Howie glanced over the crowd assessingly. “It’s not a typical night. Bunch of folks in town for Ryder’s last show, I think.”

I caught him eyeing me and let my gaze drift to Ru. “I’d forgotten about that.” I hadn’t.

When I didn’t say anything else, Howie smacked his hand lightly atop the bar. “Yep. All right. Gonna get back to slinging. Let me know when you need another drink. On the house as always.”

I murmured a thanks.

“And don’t be such a fucking stranger, man,” he added, before easing downbar and leaning so someone could shout a drink order over another patron’s shoulder.

I settled in, tipping a wave in Les’s direction that he might or might not have seen, unwilling to interrupt his night out aside from that token greeting. Ignoring the occasional jostle from the girls next to me, I listened to Ru, watched him reading the audience, and could tell he was adjusting his set list based on what he saw. He was good at it. Quinn, his boyfriend, sat at a tiny two top near the stage with another guy I didn’t recognize.
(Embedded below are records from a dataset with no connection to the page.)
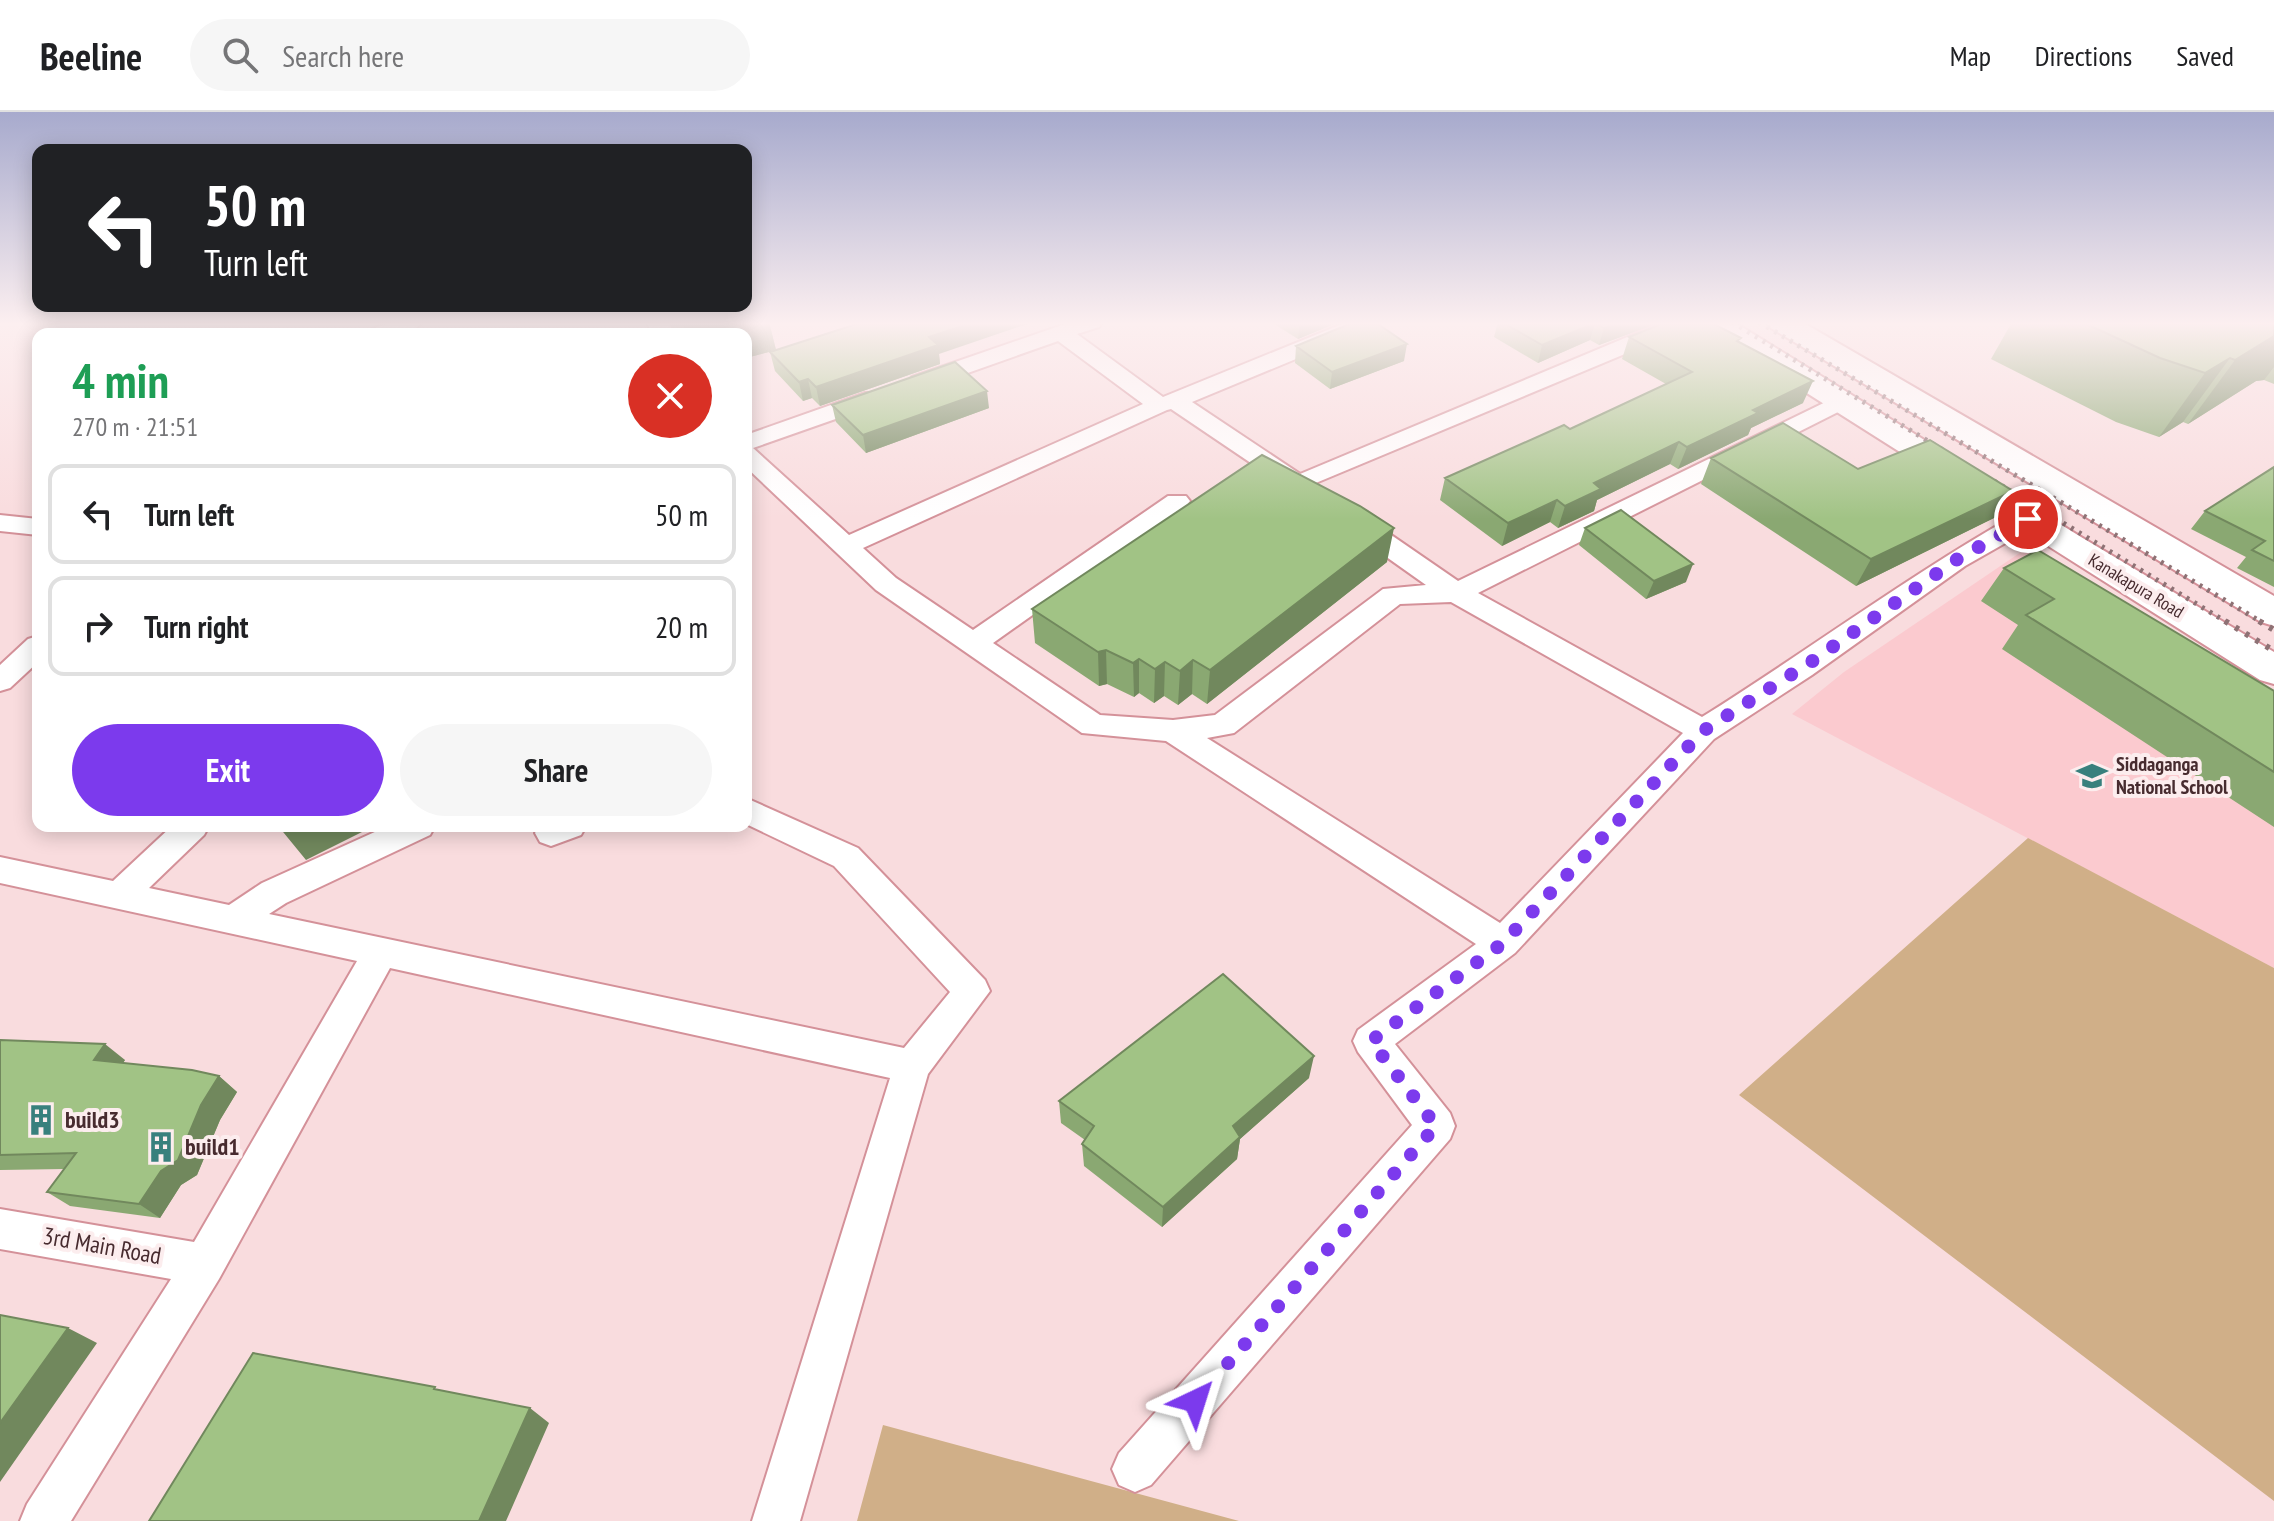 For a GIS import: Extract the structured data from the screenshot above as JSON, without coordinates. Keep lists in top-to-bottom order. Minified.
{"streets":{"highway":["Kanakapura Road"],"street":["3rd Main Road"]},"places":{"school or university":["Siddaganga National School"],"building":["build3","build1"]},"page":{"header":"Beeline","search":"Search here","nav":["Map","Directions","Saved"],"turn":["50 m","Turn left"],"heading":["4 min","270 m · 21:51"],"list":[{"name":"Turn left","value":"50 m"},{"name":"Turn right","value":"20 m"}],"buttons":["Exit","Share"]}} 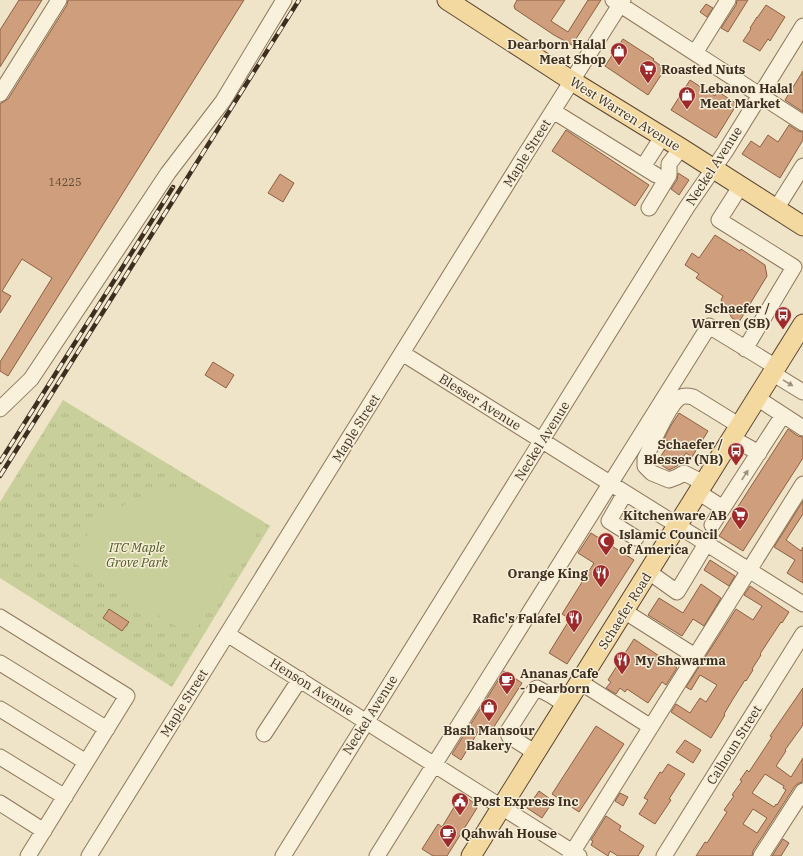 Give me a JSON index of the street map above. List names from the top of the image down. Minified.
{"streets":{"main road":["West Warren Avenue","Schaefer Road"],"street":["Maple Street","Neckel Avenue","Blesser Avenue","Henson Avenue","Calhoun Street"]},"crossings":[["West Warren Avenue","Maple Street"],["West Warren Avenue","Neckel Avenue"],["Maple Street","Blesser Avenue"],["Maple Street","Henson Avenue"],["Neckel Avenue","Blesser Avenue"],["Neckel Avenue","Henson Avenue"],["Blesser Avenue","Schaefer Road"],["Schaefer Road","Henson Avenue"]],"parks":["ITC Maple Grove Park"],"places":{"shop":["Dearborn Halal Meat Shop","Lebanon Halal Meat Market","Bash Mansour Bakery"],"supermarket":["Roasted Nuts","Kitchenware AB"],"bus stop":["Schaefer / Warren (SB)","Schaefer / Blesser (NB)"],"mosque":["Islamic Council of America"],"restaurant":["Orange King","Rafic's Falafel","My Shawarma"],"cafe":["Ananas Cafe - Dearborn","Qahwah House"],"public building":["Post Express Inc"]},"house_numbers":["14225"]} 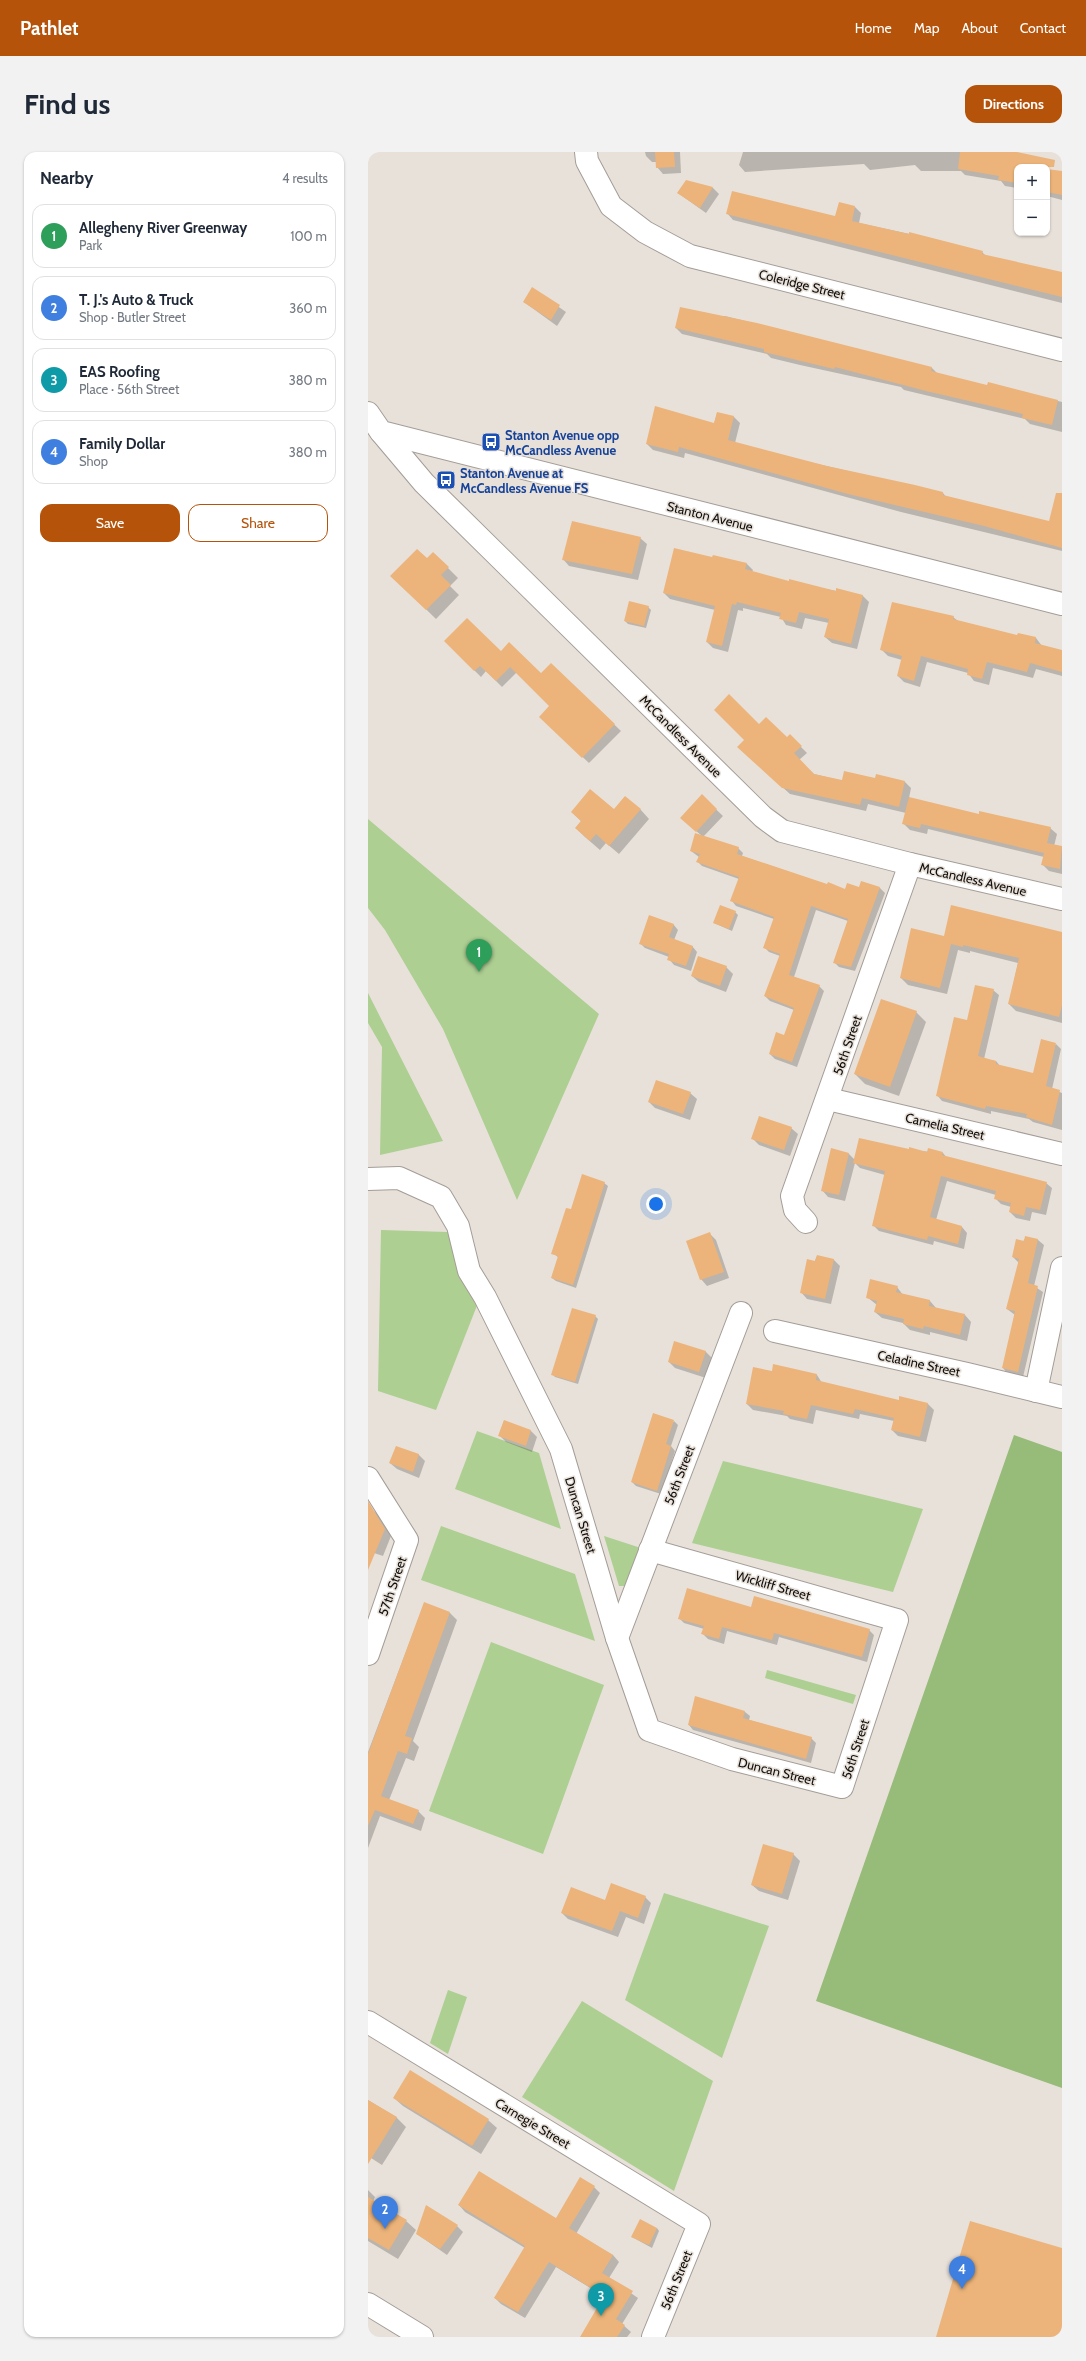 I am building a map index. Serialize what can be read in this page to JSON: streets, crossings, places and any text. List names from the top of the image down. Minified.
{"streets":{"street":["Coleridge Street","Stanton Avenue","McCandless Avenue","56th Street","Camelia Street","Celadine Street","Duncan Street","Wickliff Street","57th Street","Carnegie Street"]},"crossings":[["Stanton Avenue","McCandless Avenue"],["McCandless Avenue","56th Street"],["56th Street","Camelia Street"],["56th Street","Duncan Street"],["56th Street","Wickliff Street"],["56th Street","Carnegie Street"]],"places":{"bus stop":["Stanton Avenue opp McCandless Avenue","Stanton Avenue at McCandless Avenue FS"]},"page":{"header":"Pathlet","nav":["Home","Map","About","Contact"],"buttons":["Directions",["Save","Share"]],"title":"Find us","heading":["Nearby","4 results"],"map_buttons":["+","−"],"list":[{"mark":"1","name":"Allegheny River Greenway","note":"Park","value":"100 m"},{"mark":"2","name":"T. J.'s Auto & Truck","note":"Shop · Butler Street","value":"360 m"},{"mark":"3","name":"EAS Roofing","note":"Place · 56th Street","value":"380 m"},{"mark":"4","name":"Family Dollar","note":"Shop","value":"380 m"}],"pins":["1","2","4","3"]}} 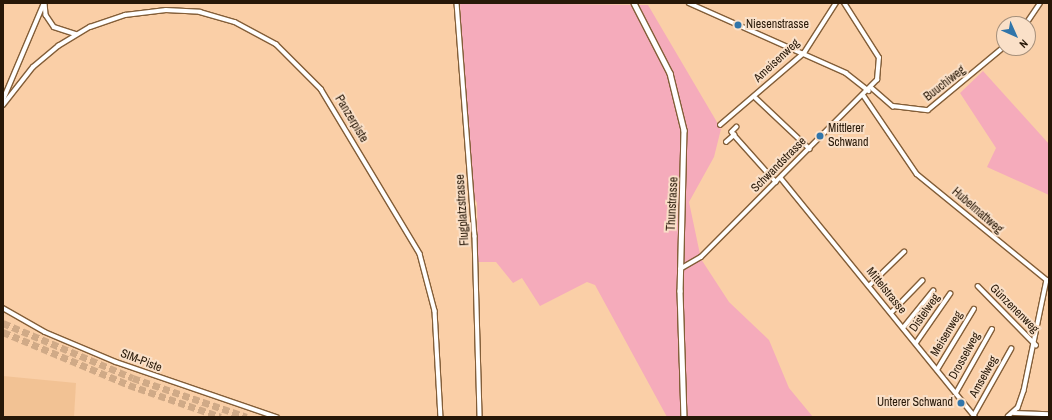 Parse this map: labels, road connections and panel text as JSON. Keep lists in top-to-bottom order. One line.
{"streets":{"street":["Ameisenweg","Buuchiweg","Panzerpiste","Schwandstrasse","Thunstrasse","Flugplatzstrasse","Hubelmattweg","Mittelstrasse","Günzenenweg","Distelweg","Meisenweg","Drosselweg","SIM-Piste","Amselweg"]},"crossings":[["Buuchiweg","Schwandstrasse"],["Schwandstrasse","Thunstrasse"],["Schwandstrasse","Hubelmattweg"],["Schwandstrasse","Mittelstrasse"],["Hubelmattweg","Günzenenweg"],["Mittelstrasse","Distelweg"],["Mittelstrasse","Meisenweg"],["Mittelstrasse","Drosselweg"],["Mittelstrasse","Amselweg"]],"places":["Niesenstrasse","Mittlerer Schwand","Unterer Schwand"],"north":"bottom right"} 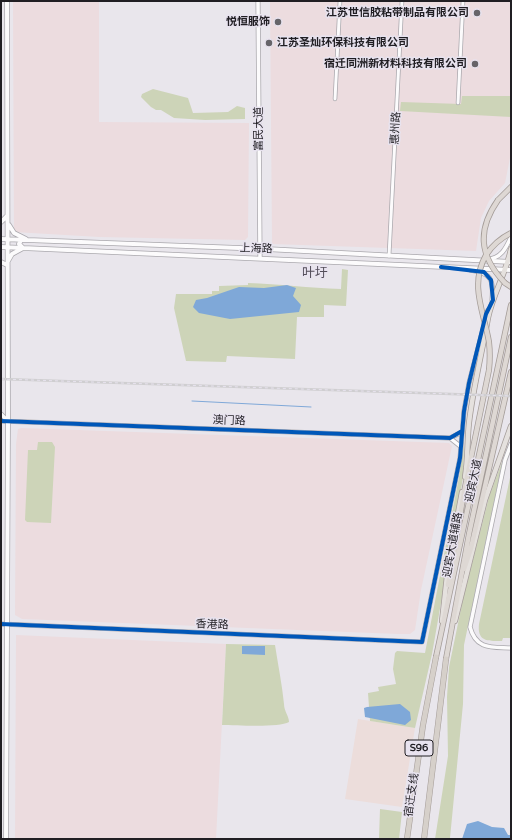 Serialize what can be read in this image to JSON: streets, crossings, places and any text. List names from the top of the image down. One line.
{"streets":{"highway":["迎宾大道","S96","宿迁支线"],"main road":["上海路","迎宾大道辅路"],"street":["惠州路","富民大道","澳门路","香港路"]},"crossings":[["惠州路","上海路"],["富民大道","上海路"],["上海路","迎宾大道辅路"],["迎宾大道","迎宾大道辅路"],["迎宾大道","宿迁支线"]],"districts":["叶圩"],"places":["江苏世信胶粘带制品有限公司","悦恒服饰","江苏圣灿环保科技有限公司","宿迁同洲新材料科技有限公司"]}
Ru joined me during a break, and Howie immediately plunked a glass of beer in front of him.

“Can’t believe you came.” Ru nudged my shoulder, and I lifted my glass to toast his. “You still coming to the showcase next week, or are you cashing in your yearly social pass tonight?”

“I’m not that bad.” But Ru had a point. I’d stopped going out to as many shows, attended fewer of the various functions I was invited to weekly. I didn’t seem to have the energy for it lately; everything I had was funneled into keeping my shops afloat.One down, a voice whispered in the back of my mind. I grunted dismissively back at it, then told Ru, “I’ll be there.”

“Good.” He glanced at Quinn’s table with a cant of his head. “You could join us over there.”

“I’m not staying long.”

“Figured.” He took another long swallow of beer and swiped his mouth. “I need to come in a little late tomorrow if that’s okay.”

“No trouble. I’ll be there early anyway. Owen knocked over a display. Meant to fix it tonight but ran out of steam.”

“The one next to Mick?”

I nodded. I’d had the Jagger cutout for ages.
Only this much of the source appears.